Quando le canzoni nascevano in prigione

«Salve, sono Bob Dylan. Vorrei ordinare il cofanetto Goodbye, Babylon . Devo fare un regalo a un amico. Si chiama Neil Young». Immaginate la costernazione di Lance e April Ledbetter che da qualche anno fanno della riscoperta della tradizione etnomusicale americana il proprio credo. Andando decisamente controcorrente, decisero di digitalizzare l'analogico attraverso la Dust To Digital casa editrice e discografica nata per recuperare opere di grande valore storico-musicale-culturale della tradizione. L'ultima fatica della Dust To Digital è Parchman Farm , un libro-cofanetto (ordinabile per 35 dollari sul sito http://www.dust-digital.com) in cui si illustra l'importanza dei canti dei carcerati del famigerato penitenziario del Mississippi. Due cd incisi da Alan Lomax e da suo padre John, corredati da un libro di oltre cento pagine, con splendide foto d'epoca e testi di canti di lavoro.
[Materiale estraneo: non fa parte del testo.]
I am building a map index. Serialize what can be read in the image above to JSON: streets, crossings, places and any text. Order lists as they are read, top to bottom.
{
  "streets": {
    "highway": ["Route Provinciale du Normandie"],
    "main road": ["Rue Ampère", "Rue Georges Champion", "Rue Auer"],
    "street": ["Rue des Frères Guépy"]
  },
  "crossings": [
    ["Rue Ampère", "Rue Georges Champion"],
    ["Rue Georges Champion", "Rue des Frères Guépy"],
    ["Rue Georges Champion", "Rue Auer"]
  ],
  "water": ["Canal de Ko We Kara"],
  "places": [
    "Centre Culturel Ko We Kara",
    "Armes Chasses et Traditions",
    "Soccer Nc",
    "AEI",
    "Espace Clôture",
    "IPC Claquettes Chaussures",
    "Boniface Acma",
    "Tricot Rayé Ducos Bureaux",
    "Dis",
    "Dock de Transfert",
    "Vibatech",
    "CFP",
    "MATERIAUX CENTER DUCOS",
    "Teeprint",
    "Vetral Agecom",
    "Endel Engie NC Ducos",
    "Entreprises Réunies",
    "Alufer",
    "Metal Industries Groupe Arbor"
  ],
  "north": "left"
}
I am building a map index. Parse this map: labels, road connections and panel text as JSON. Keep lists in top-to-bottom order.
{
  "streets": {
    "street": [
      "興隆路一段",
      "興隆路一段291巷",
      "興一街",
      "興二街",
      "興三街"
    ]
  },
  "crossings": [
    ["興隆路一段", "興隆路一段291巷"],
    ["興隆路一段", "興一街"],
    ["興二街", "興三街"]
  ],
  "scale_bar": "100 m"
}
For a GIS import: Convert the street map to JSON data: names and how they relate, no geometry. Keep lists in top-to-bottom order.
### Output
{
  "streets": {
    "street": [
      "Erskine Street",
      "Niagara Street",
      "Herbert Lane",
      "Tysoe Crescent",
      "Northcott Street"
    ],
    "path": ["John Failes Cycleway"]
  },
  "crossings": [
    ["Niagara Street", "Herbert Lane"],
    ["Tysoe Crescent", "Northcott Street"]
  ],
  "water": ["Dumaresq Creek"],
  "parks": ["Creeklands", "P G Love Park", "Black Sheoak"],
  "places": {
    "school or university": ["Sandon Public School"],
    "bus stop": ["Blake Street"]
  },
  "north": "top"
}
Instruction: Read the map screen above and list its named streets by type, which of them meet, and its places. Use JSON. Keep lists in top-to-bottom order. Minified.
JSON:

Con quello che sta succedendo a Ferguson, Missouri, Parchman Farm è un'opera attuale. Perché, il penitenziario di stato di Parchman non era altro che un'enorme piantagione correzionale per afroamericani. Gli stessi canti raccolti dai Lomax, in larga parte litanie scandite dai colpi d'ascia o di piccone del caposquadra, non differiscono da quelli degli schiavi delle piantagioni. Cantare a Parchman aveva lo stesso scopo dei canti delle piantagioni: non perdere la cadenza e, dunque, non restare puniti; scambiare parole con i compagni senza farsi udire dai sorveglianti. Negli anni dell'integrazione razziale carceraria, lo stesso Alan Lomax scoprì una sorta di razzismo alla rovescia. Un ergastolano di colore a cui aveva chiesto come mai i carcerati non cantassero più gli rispose così: «Non ci si riesce. I bianchi non sanno andare a tempo». Illuminanti sono le parole di William Ferris, docente di Storia e Folklore del Sud alla University of North Carolina e autore del seminale Il blues del Delta (Postmediabooks).

"Questo cofanetto cattura le cupe condizioni di vita degli afroamericani nel penitenziario più famigerato della nazione e la musica che li aiutò a superarle. Per molti neri, ancor oggi, il mondo del penitenziario ricorda da vicino la vita nel mondo libero. Queste intense incisioni colgono la rabbia, la protesta e i sogni di quei carcerati».